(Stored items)
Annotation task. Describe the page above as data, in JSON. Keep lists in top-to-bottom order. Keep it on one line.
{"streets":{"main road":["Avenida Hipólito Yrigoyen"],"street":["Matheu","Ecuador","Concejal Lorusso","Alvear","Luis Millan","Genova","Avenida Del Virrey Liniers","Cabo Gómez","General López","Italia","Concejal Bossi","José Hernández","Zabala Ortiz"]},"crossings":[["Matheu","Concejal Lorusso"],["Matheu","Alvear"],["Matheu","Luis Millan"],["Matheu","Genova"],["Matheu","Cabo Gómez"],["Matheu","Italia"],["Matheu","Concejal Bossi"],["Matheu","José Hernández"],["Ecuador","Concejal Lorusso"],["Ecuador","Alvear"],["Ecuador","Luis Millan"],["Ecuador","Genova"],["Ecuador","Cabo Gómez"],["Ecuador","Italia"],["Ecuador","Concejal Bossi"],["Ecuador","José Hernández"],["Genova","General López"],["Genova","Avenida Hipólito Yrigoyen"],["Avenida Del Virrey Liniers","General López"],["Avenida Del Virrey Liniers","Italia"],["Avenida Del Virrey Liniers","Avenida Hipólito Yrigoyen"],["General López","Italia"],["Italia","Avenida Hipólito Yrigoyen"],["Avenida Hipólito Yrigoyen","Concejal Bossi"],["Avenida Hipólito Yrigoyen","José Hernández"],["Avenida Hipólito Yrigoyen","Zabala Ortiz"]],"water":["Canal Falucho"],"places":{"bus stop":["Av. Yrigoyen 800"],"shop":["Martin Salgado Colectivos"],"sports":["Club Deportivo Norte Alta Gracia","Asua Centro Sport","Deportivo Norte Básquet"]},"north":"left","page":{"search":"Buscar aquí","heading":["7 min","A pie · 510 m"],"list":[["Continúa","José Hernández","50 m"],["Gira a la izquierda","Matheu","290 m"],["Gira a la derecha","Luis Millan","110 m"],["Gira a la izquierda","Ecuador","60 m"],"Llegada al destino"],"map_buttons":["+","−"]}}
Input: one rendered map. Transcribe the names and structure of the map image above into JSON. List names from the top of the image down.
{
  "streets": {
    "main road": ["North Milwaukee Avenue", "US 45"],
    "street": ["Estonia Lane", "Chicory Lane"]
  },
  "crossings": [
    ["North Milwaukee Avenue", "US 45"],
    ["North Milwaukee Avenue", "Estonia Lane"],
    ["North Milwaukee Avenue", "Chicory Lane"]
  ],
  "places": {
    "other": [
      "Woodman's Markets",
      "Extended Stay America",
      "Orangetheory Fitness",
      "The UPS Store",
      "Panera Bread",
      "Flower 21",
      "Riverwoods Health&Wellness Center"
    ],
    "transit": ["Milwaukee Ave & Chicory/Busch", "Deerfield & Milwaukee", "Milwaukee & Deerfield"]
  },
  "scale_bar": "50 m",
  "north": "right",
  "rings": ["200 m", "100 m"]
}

Exercise instructions: Would you reproduce, word for word, the lines from the one holding "Input: one rendered" through the final line of the entries, both included?

Response area:
Input: one rendered map. Transcribe the names and structure of the map image above into JSON. List names from the top of the image down.
{
  "streets": {
    "main road": ["North Milwaukee Avenue", "US 45"],
    "street": ["Estonia Lane", "Chicory Lane"]
  },
  "crossings": [
    ["North Milwaukee Avenue", "US 45"],
    ["North Milwaukee Avenue", "Estonia Lane"],
    ["North Milwaukee Avenue", "Chicory Lane"]
  ],
  "places": {
    "other": [
      "Woodman's Markets",
      "Extended Stay America",
      "Orangetheory Fitness",
      "The UPS Store",
      "Panera Bread",
      "Flower 21",
      "Riverwoods Health&Wellness Center"
    ],
    "transit": ["Milwaukee Ave & Chicory/Busch", "Deerfield & Milwaukee", "Milwaukee & Deerfield"]
  },
  "scale_bar": "50 m",
  "north": "right",
  "rings": ["200 m", "100 m"]
}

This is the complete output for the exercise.